Just introduced myself in the intro forum and now I have a question for you!!

I'm from Stoney Creek and I'm wondering if any of you have seen any green-spotted puffers and/or bumblebee gobies lately in the GTA?!

Preferably between Niagara and Mississauga, but will travel further if need be.

Thanks for any info guys... So hard to find GSP's lately now that I'm looking...

Hopefully one of you can guide me in the right direction (read:store)..

Thanks again in advance!!!


----------



## carmenh (Dec 20, 2009)

Welcome from Burlington! I've never had any luck finding bbg's but gsp's are around, for sure. They tend to be somewhat seasonal, though. I was seeing them quite a bit in the summer...

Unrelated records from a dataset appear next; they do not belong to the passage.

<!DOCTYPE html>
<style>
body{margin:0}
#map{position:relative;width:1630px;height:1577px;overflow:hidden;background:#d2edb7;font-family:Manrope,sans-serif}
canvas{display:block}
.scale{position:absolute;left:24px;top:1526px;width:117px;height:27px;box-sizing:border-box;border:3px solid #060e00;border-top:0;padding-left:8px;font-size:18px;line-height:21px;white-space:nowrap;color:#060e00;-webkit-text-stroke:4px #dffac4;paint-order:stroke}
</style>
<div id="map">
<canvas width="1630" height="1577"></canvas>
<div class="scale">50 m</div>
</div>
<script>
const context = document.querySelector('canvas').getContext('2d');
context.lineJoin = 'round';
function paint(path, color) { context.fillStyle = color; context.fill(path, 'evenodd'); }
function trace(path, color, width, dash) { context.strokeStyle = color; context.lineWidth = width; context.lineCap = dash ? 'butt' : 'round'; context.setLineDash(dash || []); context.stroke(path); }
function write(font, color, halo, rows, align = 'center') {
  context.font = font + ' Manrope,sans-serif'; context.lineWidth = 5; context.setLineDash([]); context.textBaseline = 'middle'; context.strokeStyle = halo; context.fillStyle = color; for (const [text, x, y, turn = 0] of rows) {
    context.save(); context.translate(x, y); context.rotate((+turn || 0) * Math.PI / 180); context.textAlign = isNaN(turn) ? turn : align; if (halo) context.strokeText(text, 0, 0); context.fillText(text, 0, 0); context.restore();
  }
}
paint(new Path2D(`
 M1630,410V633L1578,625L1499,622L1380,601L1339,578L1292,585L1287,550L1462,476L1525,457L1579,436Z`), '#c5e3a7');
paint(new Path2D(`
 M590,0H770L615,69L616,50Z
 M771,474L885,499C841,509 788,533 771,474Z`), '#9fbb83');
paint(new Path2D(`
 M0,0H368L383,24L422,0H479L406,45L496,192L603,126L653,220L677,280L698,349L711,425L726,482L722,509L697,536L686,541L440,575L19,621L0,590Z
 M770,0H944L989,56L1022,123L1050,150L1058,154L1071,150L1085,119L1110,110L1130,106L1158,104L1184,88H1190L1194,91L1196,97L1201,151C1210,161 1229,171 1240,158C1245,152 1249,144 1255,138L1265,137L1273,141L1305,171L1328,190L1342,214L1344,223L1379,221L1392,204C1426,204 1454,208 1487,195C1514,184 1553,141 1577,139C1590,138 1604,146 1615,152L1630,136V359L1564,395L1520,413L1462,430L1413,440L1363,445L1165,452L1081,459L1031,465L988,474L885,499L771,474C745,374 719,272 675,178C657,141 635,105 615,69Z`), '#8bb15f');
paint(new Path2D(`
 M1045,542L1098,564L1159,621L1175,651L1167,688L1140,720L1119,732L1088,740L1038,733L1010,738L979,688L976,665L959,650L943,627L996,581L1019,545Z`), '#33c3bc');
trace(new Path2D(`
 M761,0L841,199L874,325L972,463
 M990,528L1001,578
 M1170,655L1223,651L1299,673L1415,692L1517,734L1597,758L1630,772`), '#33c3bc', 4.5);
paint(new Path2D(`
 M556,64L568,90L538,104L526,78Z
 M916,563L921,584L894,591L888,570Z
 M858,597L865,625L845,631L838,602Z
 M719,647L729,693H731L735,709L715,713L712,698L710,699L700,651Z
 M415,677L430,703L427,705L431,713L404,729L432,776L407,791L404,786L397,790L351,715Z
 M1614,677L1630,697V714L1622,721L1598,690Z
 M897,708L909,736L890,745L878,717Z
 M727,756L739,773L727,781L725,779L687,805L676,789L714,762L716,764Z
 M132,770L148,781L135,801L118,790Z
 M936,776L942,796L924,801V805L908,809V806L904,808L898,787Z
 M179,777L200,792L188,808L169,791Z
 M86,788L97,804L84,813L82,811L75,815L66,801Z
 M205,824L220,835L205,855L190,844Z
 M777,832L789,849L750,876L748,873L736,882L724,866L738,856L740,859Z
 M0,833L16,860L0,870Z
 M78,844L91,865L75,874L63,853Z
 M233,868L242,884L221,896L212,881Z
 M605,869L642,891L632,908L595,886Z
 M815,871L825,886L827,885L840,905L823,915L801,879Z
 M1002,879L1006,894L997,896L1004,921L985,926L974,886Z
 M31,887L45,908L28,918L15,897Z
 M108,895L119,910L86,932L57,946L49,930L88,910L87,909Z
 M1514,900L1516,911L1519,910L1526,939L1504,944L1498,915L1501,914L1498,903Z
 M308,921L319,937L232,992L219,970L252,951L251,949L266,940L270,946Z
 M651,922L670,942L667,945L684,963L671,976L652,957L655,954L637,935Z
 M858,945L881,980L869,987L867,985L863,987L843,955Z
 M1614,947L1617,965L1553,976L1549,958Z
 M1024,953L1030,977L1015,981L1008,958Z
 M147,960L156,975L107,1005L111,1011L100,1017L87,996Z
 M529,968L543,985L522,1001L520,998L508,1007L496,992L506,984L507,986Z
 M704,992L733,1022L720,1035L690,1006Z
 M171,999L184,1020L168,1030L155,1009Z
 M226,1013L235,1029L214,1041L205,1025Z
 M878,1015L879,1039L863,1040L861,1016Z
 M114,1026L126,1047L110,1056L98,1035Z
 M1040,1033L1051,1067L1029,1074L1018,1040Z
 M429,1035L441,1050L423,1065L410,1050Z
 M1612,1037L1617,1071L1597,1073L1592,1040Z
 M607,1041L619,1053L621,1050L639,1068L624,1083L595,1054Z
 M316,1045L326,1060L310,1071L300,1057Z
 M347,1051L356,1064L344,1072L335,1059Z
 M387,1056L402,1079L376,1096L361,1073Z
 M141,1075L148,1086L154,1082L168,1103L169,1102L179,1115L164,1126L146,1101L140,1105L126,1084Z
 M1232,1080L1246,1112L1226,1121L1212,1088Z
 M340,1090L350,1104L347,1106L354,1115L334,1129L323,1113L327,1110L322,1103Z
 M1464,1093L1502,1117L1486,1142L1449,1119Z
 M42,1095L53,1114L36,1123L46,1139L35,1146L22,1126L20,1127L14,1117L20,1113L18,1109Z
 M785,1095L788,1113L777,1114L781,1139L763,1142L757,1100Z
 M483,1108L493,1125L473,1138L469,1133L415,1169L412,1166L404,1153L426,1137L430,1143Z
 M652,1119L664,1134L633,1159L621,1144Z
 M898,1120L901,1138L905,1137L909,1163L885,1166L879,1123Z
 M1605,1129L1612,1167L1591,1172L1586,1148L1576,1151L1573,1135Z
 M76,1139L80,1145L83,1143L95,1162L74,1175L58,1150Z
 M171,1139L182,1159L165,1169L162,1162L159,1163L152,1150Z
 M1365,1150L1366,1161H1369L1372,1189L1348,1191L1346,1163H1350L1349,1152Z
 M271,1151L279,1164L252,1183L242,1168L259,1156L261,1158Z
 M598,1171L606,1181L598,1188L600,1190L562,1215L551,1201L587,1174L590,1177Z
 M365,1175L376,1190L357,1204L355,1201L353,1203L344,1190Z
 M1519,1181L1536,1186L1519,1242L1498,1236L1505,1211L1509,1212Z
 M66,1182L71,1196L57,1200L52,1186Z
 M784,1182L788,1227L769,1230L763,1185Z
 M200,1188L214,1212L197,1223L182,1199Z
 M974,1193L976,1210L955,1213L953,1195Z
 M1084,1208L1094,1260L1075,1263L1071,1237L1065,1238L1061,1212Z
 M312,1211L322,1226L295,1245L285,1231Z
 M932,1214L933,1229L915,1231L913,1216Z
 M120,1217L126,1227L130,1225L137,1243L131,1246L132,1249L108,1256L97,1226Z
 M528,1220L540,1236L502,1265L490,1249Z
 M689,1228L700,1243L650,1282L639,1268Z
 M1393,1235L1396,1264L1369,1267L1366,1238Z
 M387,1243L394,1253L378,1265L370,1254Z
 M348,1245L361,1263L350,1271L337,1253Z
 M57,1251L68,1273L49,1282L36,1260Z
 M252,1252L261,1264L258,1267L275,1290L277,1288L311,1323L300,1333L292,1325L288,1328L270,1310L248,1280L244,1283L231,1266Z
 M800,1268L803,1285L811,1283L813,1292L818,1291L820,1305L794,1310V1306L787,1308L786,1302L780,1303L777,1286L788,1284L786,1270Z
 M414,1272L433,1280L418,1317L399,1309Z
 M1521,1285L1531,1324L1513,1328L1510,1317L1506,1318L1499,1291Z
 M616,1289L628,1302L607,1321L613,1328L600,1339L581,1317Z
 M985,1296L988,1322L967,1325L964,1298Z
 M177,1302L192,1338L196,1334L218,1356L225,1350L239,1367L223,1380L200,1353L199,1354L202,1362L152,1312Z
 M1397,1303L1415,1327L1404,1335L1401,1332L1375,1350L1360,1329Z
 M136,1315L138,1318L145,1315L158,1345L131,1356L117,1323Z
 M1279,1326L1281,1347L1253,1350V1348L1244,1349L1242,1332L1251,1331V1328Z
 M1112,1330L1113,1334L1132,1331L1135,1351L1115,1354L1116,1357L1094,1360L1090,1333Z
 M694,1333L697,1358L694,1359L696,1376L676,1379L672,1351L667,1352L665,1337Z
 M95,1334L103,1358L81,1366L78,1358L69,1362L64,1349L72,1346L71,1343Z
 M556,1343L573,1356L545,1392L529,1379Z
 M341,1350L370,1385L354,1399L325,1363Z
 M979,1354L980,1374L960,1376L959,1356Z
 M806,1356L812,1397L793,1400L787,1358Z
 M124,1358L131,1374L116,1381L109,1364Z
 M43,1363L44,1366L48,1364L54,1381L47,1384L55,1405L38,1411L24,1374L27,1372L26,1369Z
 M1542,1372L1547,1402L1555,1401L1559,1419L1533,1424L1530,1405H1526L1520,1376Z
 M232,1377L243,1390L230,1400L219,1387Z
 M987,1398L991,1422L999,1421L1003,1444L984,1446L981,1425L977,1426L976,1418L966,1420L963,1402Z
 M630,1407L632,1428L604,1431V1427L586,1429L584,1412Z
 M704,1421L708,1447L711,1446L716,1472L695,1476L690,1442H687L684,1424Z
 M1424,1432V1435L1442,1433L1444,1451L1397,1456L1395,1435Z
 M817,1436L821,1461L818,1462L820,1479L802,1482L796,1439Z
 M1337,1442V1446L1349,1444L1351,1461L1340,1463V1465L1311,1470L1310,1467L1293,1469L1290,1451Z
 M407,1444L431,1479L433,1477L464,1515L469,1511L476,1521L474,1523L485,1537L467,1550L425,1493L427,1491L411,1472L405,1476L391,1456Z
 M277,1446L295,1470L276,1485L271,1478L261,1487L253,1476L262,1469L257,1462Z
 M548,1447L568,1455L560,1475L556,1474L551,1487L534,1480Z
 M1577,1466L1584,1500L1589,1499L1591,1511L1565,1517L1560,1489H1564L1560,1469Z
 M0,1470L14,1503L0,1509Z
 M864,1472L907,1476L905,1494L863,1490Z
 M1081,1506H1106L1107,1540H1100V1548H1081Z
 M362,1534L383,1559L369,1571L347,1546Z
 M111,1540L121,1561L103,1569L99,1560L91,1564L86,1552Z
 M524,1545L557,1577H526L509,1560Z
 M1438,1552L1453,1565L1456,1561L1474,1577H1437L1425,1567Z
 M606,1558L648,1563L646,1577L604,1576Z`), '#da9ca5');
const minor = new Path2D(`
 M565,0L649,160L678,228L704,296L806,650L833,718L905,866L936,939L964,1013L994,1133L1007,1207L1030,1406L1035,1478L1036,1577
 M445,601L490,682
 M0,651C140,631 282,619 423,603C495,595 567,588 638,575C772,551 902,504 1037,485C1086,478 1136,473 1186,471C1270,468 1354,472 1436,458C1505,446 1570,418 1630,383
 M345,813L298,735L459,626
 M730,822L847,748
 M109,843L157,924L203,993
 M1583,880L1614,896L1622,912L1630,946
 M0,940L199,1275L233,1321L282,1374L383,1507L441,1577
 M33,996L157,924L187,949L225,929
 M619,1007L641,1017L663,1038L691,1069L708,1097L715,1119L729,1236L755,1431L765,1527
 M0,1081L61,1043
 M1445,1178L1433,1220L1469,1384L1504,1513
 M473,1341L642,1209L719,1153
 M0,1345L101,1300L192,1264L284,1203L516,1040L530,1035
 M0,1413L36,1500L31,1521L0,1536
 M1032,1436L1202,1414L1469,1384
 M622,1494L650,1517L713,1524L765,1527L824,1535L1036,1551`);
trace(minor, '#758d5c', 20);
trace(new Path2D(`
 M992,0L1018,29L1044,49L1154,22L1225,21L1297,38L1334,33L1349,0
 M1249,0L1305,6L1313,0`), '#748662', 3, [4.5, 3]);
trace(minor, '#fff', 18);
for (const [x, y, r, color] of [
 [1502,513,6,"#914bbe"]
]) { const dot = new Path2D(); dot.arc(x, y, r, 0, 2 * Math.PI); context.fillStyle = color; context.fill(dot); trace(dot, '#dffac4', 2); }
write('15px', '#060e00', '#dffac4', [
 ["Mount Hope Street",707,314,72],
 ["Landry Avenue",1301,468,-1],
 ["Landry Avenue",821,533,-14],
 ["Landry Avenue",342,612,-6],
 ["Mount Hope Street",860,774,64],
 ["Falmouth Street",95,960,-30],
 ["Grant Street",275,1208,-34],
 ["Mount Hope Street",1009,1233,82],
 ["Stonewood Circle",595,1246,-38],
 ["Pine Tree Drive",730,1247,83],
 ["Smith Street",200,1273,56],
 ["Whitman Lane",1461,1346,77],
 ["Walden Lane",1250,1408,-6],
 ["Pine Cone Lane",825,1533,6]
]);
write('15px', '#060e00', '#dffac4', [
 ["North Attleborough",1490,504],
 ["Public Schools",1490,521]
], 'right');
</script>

The place I've probably seen gsp's at most often is Dragon Aquarium, but be prepared to deworm and nurse it back to health...


----------



## carmenh (Dec 20, 2009)

Too funny! I have to meet someone in Milton tonight and I was early, so to kill time, I went into the Terra greenhouses at Brittania and Trafalgar. They have a neat little fish store set apart from the main building. In it, I found bumblebee gobies! I bought 4 for $10, and there are more left. On the next tank, there is a sign for GSP's, but they're sold out right now. The nice young lady says they normally have them. I got the phone number if you want it. Both were in a specifically brackish section


----------



## Brackish (Nov 30, 2010)

Wow, what a strange coincidence!!

A specifically brackish section... Oh, too rare of an occurrence!!!

Carmenh, the phone number and address of this place would be a huge help!!!

Thank you so much.



Edit: I found it on Google maps. Is it the little building on a diagonal to the main building?! 

The phone number would still be great!!!

Thanks.


----------



## stupidspoons (Oct 18, 2010)

Try Big Al's Hamilton, I saw a tank full of GSP 2-3 weeks ago, and also Petland in St. Catharine's has some GSP and figure 8s for sale


----------



## carmenh (Dec 20, 2009)

Yep, that's it! 905-876-4000 The girl said that if you wanted to call and see if the gsp's were in, ask for the pond department...
Don't get too too excited, by a section, I meant 3 tanks 


Brackish said:


> Wow, what a strange coincidence!!
> 
> A specifically brackish section... Oh, too rare of an occurrence!!!
> 
> ...


----------



## Brackish (Nov 30, 2010)

3 tanks in the pond department of Terra Greenhouses.

That completely blows away 90% of fish/aquarium stores I journey in to.

Most have 0. Some have 1 will F8's. Some have 2, crammed with monos, scats and chromis. I have yet to see 3 brackish tanks anywhere, and this it at places that should have SOME brackish variety. There are brackish animals I would love to keep but will likely never see.

Huge find, can't thank you enough.


----------



## carmenh (Dec 20, 2009)

*4 GSP's*

Someone just mention this on the Puffer Forum...you'd be doing them a favor getting them away from this doofus...4 in a 35g tank :-(

http://ontario.kijiji.ca/c-pets-accessories-Puffer-Fish-With-Tank-W0QQAdIdZ245262166


----------